In a staggering display of what happens when you build a vertical society without a functioning National Grid, Cuba has plunged its high-rise dwellers into a dark, Stygian nightmare. The power cuts, as reliable as a politician's promise, have trapped the populace in concrete filing cabinets hundreds of feet in the air. Enter the UK aid agencies, bedecked in hi-vis and clutching thermoses of weak tea, ready to perform a rescue mission that reeks of colonial nostalgia and misplaced optimism.
Let us paint a picture for you, dear reader. Imagine you are in Havana, perhaps sipping a rum and coke that has gone warm, when the lights flicker and die. The lift, that metal coffin on cables, stops mid-ascent. The emergency generator, that mythical beast, fails to roar into life. You are now a prisoner in a tower block, a citizen of a vertical penitentiary. The only escape is a 20-storey descent down a pitch-black stairwell, a journey that would test the nerves of a mountain goat.
But fear not, for the UK has arrived. Our aid agencies, those stalwarts of compassion, have sent a delegation to assess the situation. They will, I am assured, be bringing portable fans, boxes of PG Tips, and a pamphlet on how to make a wind-up radio. They will stand in the embassy garden, sipping gin and tonics, and discuss the 'unforeseen infrastructure challenges' faced by the island nation.
Meanwhile, back in the blacked-out blocks, the residents are forming buckets brigades to bring water up 15 floors. They are using their mobile phones as torches, their batteries draining like sand through an hourglass. They are learning to live without the tyrannical glow of the television, the hum of the refrigerator, the comforting buzz of a plugged-in life. In some ways, it is a liberation. A return to a simpler time, before electricity made us soft.
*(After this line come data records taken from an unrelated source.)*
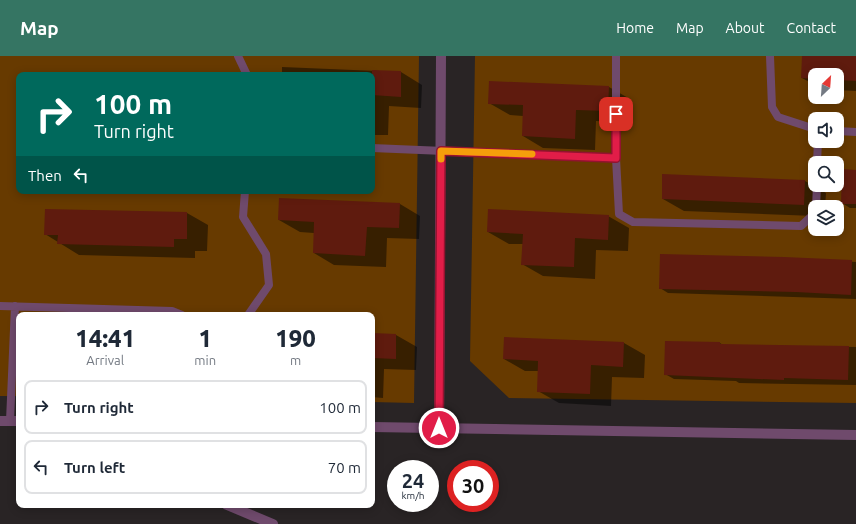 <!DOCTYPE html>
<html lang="en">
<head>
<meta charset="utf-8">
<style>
  body { margin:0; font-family:Ubuntu,sans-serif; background:#f2f2f3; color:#1f2937; height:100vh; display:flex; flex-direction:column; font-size:15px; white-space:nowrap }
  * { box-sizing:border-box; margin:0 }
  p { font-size:13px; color:#747a83 }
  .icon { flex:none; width:22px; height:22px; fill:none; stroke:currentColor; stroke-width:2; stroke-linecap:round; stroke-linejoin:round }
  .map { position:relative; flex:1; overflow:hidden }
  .panel { position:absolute; left:16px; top:256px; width:359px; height:196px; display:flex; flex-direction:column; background:#fff; border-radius:8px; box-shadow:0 2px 10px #0003 }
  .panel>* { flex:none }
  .top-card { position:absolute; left:16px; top:16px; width:359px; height:122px; border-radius:8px; box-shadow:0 2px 10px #0003; background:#00695c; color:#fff; overflow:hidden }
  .needle { width:26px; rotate:25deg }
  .controls { position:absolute; left:808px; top:12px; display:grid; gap:8px }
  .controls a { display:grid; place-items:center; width:36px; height:36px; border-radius:8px; background:#fff; box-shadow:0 2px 10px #0003; font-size:20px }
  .speed { position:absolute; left:387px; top:404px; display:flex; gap:8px; font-size:20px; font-weight:700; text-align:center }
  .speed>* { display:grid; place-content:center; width:52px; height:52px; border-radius:50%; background:#fff; box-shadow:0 2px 10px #0003; line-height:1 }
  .speed small { font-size:10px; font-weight:400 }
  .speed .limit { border:6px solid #d22; background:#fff; color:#111 }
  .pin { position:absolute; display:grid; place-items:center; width:34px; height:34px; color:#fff; margin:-17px; border-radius:8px; box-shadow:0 2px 6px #0006 }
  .me { position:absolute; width:44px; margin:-22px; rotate:0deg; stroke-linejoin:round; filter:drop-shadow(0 0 3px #0008) }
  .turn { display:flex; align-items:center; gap:14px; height:84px; padding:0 12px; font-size:18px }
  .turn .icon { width:52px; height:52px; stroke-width:2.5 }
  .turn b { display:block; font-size:28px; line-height:34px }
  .then { display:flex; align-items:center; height:38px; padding:0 12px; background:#0003; gap:8px; font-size:15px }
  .eta { display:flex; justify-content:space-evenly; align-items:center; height:68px; text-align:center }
  .eta b { font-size:24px; font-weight:800; line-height:28px }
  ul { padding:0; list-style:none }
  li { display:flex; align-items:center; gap:12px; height:54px; margin:0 8px 6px; padding:0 4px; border:2px solid #e0e1e3; border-radius:8px }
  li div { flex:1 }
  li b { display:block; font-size:15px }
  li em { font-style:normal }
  header { display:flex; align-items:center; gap:24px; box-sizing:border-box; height:56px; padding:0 20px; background:#357563; color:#fff }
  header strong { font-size:19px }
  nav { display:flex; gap:22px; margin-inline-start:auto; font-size:14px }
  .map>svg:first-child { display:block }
  .green { fill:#673a00; fill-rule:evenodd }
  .shadow { fill:#0007 }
  .building { fill:#5f1b0e }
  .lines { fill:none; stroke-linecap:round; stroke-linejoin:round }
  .service { stroke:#6f4a6c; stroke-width:8 }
  .minor { stroke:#6f4a6c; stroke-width:10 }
  .route-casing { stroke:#92132f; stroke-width:10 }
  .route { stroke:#e11d48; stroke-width:7 }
  .slow { stroke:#f59e0b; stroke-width:7 }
</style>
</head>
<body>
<header>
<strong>Map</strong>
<nav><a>Home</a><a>Map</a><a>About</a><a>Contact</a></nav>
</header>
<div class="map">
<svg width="856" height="468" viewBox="0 0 856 468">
  <rect width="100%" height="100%" fill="#292425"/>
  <path class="green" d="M0 0H419L414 347 372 346V259H19V340H0ZM19 19H372V135H19Z
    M475 0H856V347L509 342 470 305ZM815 19H837V41H815ZM815 63H837V85H815ZM815 107H837V129H815ZM815 151H837V173H815Z"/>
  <path class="shadow" d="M803 0H856V35L837 34V19H815V29L802 22Z
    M282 11 401 16 422 29 421 52 389 50 388 79H372V19H282Z
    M48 18 107 19H48Z
    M609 31 630 43 629 66 596 65 595 94 543 92 523 80V60L510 59 489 47Z
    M856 115V152H850L842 147Z
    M663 119 805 125 826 137 825 151H815V160L684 155 663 143Z
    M400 148 420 160 419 183 387 182 386 211 334 209 314 197V177L300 176 279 164Z
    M187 157 208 169 207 195H195V202L79 199 45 178Z
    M608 160 629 172 628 195 596 194 595 223 543 220 522 208 523 188H509L488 176Z
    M784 202 856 206V243L668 237 660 232Z
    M372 278 396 279 417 291 416 314 384 313 383 342 372 341Z
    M666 286 720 287 723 289 856 291V329L739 327 736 325 674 323 665 318Z
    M624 287 645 299 644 322 612 321 611 350 559 347 538 335 539 315H525L504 303Z"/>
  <path class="building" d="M802 0H856V25L837 24V19H815V23L801 22Z
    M372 14 401 15V41L372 39Z
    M489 25 609 30 608 55 576 54 575 83 522 80 523 49 488 48Z
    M842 113 856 114V148H841Z
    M662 118 805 124 804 149 662 143Z
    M279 142 400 147 399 172 367 171 365 200 313 197 314 166 278 164Z
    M45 153 187 156V183H174V191L57 188 58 179H44Z
    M488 153 609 159 608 184 575 182 574 211 521 209 523 178 487 176Z
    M660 198 784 201 852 204 851 239 796 236 659 233Z
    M372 277 396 278V303L372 302Z
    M504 281 624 286 623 311 591 309 590 338 537 336 538 305 503 303Z
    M665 285 720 286V288L849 290 848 324 784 322V324L664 319Z"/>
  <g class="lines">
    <path class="service" d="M238 0 247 19
      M770 0 772 51 778 61 815 73
      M837 75 856 76
      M372 92 616 102 619 158 633 166 801 170 815 157
      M616 102V0
      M817 107 818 85
      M245 135 243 161 266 198 269 229 248 259
      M816 151 817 129
      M0 250 172 255 182 259
      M10 365 15 250"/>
    <path class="minor" d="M0 365H19
      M372 371 856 379
      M439 372 441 0
      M227 449 273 468"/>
  </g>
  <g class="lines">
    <defs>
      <path id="route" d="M439 372 441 95 616 102V58"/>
    </defs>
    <use href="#route" class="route-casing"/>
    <use href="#route" class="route"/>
    <path class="slow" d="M441 103V95L532 98"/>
  </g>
</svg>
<div class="controls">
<a><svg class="needle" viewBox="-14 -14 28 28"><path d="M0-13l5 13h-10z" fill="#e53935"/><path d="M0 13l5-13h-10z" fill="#747a83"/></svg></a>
<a><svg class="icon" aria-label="sound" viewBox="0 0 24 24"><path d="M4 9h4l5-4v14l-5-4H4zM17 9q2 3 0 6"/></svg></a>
<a><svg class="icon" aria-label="search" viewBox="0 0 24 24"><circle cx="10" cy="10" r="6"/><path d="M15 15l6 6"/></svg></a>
<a><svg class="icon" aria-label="layers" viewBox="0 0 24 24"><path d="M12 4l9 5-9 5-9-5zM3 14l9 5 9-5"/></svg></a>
</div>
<div class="speed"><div>24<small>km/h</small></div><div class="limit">30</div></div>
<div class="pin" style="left:616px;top:58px;background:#d93025"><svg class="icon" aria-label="arrive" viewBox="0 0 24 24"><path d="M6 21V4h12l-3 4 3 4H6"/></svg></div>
<svg class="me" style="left:439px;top:372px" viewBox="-20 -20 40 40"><circle r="17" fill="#e11d48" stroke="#fff" stroke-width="3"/><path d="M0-11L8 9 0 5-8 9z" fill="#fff"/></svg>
<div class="top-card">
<div class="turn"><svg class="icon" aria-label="right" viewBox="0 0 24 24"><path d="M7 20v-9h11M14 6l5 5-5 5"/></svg><div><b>100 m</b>Turn right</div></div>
<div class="then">Then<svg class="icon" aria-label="left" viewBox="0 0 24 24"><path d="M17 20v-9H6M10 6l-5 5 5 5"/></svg></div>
</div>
<section class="panel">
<div class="eta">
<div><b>14:41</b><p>Arrival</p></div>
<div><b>1</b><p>min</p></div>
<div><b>190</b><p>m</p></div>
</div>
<ul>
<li><svg class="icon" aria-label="right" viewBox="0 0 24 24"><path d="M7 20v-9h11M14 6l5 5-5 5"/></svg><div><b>Turn right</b></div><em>100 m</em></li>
<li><svg class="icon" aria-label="left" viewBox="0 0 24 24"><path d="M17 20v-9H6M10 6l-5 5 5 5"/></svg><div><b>Turn left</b></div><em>70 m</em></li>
</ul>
</section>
</div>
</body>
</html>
But let's not romanticise this. The blackouts are a symptom of a rot that runs deep. The Cuban government, like a landlord who forgot to pay the electricity bill, has presided over a crumbling grid. The infrastructure is held together with chewing gum and hope. And now, the UK aid agencies are here, with their clipboards and their good intentions, to offer a sticking plaster on a gaping wound.
The irony is thick enough to spread on toast. The UK, a nation that cannot keep its own trains running on time, is sending expertise to fix Cuba's power failures. It is the blind leading the blind through a darkened corridor. One can only hope they bring enough candles to light the way.
So, as the sun sets on another day of blackouts, let us raise a glass to the indomitable human spirit. To the Cuban residents who are learning to live without. To the UK aid agencies who are learning to help, albeit ineptly. And to the politicians, both here and there, who will surely take credit for whatever happens next. The lights may be out, but the satire, as always, burns bright.